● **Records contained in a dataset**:
········

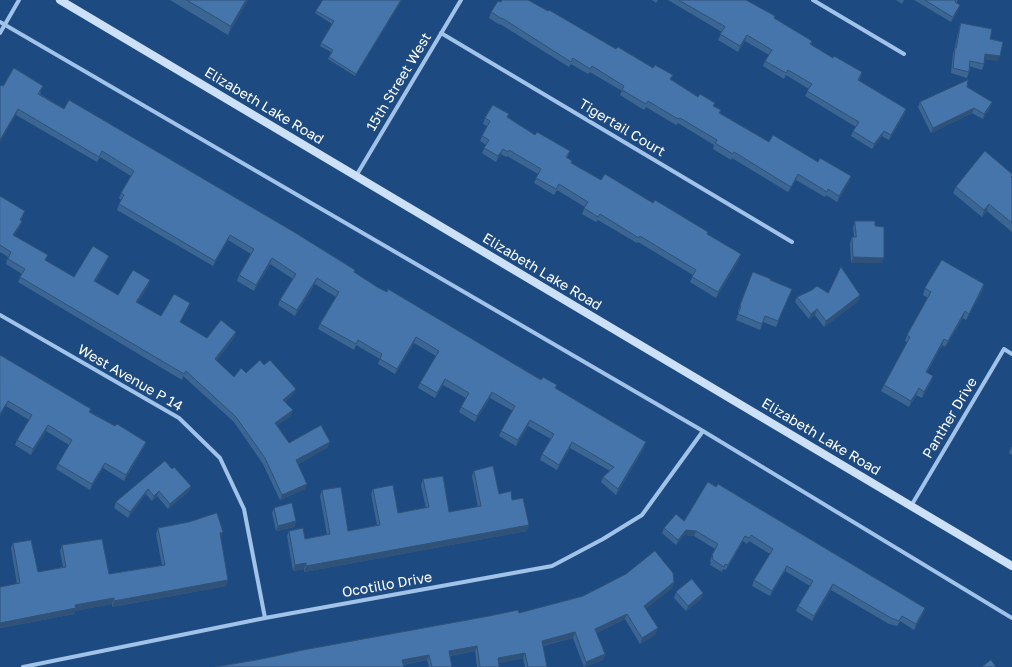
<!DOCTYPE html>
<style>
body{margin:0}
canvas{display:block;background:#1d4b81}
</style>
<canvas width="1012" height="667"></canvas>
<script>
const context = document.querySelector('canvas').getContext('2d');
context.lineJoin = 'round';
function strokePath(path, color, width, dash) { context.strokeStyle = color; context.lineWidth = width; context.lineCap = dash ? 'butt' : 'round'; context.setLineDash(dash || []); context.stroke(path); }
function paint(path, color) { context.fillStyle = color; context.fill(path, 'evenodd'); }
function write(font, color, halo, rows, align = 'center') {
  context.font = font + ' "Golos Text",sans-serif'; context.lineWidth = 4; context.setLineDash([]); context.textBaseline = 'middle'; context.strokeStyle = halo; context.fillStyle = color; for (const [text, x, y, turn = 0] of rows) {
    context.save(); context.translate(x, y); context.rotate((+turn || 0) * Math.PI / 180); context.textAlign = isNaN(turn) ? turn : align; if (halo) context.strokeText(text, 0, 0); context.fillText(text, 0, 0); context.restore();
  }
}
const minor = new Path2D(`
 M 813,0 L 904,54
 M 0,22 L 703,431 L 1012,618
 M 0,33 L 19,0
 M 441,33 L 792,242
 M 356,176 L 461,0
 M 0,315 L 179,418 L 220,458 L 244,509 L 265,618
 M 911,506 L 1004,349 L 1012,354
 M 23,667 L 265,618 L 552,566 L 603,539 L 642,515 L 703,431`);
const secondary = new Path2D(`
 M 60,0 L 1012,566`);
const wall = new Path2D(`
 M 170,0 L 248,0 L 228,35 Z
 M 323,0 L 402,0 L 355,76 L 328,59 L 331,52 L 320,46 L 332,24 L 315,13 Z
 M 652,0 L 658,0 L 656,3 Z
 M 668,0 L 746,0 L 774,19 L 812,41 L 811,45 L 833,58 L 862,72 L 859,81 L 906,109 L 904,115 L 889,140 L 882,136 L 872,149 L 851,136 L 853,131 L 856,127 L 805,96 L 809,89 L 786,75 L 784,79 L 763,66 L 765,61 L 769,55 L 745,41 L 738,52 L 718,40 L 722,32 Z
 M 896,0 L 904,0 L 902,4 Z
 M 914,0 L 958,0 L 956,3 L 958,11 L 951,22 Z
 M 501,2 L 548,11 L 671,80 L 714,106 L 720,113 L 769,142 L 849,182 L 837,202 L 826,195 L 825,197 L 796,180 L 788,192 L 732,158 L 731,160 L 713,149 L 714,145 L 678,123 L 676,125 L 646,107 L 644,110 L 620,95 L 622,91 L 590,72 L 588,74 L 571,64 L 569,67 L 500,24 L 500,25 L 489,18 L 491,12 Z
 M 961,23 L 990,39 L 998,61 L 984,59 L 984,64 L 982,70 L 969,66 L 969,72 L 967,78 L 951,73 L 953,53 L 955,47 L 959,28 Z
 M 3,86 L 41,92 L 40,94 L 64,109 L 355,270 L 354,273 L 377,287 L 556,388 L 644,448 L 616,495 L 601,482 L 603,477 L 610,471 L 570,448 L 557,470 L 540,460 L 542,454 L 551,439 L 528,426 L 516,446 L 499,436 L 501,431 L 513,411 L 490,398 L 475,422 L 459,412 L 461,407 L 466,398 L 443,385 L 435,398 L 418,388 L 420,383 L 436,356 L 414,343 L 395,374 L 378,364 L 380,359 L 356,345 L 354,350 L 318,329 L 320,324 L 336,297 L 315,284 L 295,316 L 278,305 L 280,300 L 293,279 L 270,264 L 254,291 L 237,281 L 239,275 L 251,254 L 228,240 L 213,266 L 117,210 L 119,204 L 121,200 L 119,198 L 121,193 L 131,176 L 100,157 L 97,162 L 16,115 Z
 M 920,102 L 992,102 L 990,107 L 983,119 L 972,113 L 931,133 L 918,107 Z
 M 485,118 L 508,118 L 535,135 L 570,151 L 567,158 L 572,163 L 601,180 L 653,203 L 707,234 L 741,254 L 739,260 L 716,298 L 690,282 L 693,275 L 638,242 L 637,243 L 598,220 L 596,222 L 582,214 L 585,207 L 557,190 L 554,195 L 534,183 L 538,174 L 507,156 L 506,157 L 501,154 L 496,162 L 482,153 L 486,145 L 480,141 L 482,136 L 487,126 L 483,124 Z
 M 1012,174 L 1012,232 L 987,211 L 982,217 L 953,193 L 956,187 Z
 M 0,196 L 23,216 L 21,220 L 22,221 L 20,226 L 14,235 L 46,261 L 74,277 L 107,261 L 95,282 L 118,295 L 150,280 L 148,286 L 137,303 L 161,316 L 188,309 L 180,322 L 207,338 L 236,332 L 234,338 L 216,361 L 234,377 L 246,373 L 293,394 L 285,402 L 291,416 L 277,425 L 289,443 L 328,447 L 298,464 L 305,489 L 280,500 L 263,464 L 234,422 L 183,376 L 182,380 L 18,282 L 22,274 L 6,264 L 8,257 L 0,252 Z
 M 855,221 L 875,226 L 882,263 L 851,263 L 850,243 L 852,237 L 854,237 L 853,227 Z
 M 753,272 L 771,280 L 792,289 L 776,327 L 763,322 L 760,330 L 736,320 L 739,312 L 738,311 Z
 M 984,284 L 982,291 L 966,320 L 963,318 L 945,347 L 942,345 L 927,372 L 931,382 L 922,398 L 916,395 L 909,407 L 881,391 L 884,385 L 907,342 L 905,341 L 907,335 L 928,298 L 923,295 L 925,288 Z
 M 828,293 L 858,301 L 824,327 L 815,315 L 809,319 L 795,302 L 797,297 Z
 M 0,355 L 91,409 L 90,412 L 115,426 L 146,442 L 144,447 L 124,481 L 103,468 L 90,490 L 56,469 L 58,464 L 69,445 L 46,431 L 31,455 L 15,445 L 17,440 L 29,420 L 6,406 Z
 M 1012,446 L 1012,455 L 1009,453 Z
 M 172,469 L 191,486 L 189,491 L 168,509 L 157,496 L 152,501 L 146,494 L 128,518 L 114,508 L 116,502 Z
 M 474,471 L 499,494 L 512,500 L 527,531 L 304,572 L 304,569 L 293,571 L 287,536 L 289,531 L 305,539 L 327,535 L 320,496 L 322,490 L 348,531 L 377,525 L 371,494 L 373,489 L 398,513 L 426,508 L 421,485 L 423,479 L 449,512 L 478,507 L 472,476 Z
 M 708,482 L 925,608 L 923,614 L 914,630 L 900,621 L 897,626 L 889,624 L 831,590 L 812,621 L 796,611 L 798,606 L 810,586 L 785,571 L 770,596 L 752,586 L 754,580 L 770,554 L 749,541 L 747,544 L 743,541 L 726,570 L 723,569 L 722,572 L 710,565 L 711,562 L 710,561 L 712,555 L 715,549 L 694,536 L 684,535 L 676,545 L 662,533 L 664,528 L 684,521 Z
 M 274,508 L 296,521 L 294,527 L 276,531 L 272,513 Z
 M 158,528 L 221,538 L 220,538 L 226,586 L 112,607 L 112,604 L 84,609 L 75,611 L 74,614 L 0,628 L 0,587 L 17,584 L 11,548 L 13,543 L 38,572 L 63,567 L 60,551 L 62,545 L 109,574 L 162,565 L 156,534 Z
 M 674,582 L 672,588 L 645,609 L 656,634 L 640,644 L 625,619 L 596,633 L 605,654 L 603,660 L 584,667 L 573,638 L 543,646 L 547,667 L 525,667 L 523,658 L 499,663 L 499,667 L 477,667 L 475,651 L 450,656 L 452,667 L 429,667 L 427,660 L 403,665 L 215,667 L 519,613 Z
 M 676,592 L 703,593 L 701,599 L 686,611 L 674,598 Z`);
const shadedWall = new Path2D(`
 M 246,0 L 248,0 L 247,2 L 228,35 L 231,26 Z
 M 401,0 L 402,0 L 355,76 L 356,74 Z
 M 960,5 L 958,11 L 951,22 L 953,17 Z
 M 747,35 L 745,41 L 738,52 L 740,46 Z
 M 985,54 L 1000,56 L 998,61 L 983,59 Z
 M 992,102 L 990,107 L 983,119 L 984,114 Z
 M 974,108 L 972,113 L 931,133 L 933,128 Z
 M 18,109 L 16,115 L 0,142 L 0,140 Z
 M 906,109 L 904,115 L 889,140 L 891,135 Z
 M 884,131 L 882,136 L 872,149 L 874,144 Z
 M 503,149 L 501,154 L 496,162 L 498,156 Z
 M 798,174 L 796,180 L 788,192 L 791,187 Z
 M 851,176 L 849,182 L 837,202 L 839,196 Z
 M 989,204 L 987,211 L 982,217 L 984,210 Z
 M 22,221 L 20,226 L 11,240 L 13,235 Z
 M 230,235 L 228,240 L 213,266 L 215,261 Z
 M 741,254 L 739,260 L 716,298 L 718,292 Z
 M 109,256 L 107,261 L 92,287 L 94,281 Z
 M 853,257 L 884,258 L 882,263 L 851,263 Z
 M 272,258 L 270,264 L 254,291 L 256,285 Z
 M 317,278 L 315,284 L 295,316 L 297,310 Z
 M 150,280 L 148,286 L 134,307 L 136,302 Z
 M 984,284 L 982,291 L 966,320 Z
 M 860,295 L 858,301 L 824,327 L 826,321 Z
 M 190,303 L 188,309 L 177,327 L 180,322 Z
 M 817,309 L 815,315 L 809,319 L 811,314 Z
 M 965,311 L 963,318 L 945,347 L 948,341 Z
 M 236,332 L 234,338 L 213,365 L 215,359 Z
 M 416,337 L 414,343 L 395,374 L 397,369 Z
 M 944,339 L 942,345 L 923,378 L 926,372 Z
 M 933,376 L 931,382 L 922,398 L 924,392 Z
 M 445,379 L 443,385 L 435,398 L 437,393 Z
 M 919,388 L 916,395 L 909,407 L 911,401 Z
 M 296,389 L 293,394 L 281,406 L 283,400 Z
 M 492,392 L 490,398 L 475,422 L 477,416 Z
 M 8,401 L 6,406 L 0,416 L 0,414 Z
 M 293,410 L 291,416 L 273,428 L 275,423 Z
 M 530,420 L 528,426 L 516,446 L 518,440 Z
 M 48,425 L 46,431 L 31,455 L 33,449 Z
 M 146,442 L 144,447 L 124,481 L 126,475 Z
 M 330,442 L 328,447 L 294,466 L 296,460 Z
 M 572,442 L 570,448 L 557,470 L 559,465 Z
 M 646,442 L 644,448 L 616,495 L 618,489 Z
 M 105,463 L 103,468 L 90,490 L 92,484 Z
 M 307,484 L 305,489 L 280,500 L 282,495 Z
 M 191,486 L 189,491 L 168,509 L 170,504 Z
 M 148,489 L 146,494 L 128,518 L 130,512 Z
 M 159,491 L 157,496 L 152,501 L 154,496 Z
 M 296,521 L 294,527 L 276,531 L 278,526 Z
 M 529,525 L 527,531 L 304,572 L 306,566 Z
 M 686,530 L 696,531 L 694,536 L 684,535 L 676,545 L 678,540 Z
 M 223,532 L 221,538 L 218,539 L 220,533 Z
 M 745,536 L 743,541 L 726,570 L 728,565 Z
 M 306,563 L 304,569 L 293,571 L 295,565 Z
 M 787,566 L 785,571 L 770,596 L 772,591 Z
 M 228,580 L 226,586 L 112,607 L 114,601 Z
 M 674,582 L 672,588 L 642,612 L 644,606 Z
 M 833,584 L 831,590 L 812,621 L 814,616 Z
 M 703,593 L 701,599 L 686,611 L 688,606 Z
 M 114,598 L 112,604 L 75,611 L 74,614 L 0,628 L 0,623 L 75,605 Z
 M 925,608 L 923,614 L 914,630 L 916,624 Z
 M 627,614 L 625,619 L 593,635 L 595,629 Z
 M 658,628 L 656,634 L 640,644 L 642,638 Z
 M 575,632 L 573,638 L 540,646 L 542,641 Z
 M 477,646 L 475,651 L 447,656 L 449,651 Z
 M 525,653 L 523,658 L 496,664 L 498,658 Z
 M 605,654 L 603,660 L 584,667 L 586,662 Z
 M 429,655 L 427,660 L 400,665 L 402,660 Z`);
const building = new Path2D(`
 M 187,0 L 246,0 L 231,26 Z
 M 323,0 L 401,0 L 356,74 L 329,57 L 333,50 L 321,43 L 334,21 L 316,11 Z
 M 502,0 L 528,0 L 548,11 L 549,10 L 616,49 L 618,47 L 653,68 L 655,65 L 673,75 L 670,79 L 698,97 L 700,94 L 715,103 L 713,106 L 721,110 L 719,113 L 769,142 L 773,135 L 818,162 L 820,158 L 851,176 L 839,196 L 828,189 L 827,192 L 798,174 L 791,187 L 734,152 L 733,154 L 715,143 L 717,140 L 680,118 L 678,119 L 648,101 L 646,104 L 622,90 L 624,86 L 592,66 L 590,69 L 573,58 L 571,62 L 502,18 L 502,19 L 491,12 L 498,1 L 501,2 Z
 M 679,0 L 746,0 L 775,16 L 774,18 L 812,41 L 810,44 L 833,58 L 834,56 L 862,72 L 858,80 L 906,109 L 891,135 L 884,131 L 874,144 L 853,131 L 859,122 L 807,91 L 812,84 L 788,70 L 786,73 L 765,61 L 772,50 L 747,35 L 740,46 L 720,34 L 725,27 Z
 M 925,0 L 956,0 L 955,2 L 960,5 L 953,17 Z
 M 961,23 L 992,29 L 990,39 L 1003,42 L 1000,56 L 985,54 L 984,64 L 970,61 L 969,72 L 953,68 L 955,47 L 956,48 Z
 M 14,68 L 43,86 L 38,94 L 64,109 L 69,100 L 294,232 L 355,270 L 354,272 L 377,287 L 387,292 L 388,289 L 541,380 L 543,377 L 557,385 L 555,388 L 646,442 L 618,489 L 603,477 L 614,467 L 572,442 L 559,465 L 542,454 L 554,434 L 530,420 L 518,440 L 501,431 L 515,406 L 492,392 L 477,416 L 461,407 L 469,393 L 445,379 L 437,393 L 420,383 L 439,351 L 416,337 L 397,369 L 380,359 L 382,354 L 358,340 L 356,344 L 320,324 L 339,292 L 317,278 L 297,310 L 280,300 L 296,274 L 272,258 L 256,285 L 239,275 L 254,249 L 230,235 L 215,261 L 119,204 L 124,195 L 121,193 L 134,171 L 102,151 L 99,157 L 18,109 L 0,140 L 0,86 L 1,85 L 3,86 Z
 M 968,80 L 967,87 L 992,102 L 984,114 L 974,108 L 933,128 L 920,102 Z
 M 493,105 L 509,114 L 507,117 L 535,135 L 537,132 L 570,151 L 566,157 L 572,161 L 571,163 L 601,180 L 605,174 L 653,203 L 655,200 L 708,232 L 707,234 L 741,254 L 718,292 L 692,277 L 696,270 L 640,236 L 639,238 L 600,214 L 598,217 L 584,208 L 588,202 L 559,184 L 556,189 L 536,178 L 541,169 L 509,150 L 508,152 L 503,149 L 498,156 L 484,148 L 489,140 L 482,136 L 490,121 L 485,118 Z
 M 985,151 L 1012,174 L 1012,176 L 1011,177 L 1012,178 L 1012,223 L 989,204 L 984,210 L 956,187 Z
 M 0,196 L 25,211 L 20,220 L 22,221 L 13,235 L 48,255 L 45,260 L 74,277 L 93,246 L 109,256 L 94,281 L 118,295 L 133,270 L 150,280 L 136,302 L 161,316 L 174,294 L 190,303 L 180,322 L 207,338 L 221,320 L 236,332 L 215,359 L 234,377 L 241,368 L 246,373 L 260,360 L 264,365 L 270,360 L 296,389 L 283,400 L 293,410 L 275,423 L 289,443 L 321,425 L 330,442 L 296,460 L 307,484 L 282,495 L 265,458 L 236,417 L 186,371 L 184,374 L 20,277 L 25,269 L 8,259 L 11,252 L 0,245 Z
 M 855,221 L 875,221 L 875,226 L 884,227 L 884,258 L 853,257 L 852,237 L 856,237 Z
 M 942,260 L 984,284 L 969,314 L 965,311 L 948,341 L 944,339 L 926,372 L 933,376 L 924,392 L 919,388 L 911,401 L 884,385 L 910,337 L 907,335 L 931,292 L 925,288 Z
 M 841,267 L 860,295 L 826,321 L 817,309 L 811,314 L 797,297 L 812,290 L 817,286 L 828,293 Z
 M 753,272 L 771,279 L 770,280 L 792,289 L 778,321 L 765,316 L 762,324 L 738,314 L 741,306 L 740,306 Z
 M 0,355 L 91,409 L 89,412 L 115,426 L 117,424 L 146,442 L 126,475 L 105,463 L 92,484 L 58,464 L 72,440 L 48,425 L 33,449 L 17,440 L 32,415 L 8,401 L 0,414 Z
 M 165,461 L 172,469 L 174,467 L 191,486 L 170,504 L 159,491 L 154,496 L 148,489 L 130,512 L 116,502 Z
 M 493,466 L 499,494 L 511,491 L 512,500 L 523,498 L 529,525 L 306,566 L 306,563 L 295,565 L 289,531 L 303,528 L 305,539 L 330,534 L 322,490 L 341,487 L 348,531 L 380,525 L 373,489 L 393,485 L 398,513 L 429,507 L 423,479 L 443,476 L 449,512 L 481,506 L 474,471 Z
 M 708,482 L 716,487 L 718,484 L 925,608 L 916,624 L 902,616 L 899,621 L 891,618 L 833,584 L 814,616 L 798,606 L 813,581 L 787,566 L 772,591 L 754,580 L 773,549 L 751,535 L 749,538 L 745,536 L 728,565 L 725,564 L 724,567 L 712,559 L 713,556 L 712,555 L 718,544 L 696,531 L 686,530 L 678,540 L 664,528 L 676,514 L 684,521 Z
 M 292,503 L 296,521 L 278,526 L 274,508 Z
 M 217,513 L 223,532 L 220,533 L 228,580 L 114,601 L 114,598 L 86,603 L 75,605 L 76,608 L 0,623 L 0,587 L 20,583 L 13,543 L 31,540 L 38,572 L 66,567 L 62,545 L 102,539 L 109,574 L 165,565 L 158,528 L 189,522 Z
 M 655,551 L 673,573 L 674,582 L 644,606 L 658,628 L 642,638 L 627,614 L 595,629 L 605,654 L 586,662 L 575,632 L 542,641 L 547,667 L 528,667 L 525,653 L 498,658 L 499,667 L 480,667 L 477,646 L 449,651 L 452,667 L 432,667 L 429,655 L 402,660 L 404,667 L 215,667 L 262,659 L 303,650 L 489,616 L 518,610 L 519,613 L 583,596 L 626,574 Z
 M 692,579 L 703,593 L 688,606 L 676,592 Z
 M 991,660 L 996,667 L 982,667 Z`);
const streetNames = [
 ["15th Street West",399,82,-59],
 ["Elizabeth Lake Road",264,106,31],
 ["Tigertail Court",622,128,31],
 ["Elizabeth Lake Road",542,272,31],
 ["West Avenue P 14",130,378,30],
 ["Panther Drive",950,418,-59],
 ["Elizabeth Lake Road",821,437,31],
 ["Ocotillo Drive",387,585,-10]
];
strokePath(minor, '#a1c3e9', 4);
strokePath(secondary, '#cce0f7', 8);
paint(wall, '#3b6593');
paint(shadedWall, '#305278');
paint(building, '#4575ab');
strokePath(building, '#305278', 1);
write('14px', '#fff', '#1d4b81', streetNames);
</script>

········

● **What you are asked to do**:
In the data above, please extract the lines from the first one through the line with "context.font = font", exactly, and keep pictures out.

● **Reply**:
<!DOCTYPE html>
<style>
body{margin:0}
canvas{display:block;background:#1d4b81}
</style>
<canvas width="1012" height="667"></canvas>
<script>
const context = document.querySelector('canvas').getContext('2d');
context.lineJoin = 'round';
function strokePath(path, color, width, dash) { context.strokeStyle = color; context.lineWidth = width; context.lineCap = dash ? 'butt' : 'round'; context.setLineDash(dash || []); context.stroke(path); }
function paint(path, color) { context.fillStyle = color; context.fill(path, 'evenodd'); }
function write(font, color, halo, rows, align = 'center') {
  context.font = font + ' "Golos Text",sans-serif'; context.lineWidth = 4; context.setLineDash([]); context.textBaseline = 'middle'; context.strokeStyle = halo; context.fillStyle = color; for (const [text, x, y, turn = 0] of rows) {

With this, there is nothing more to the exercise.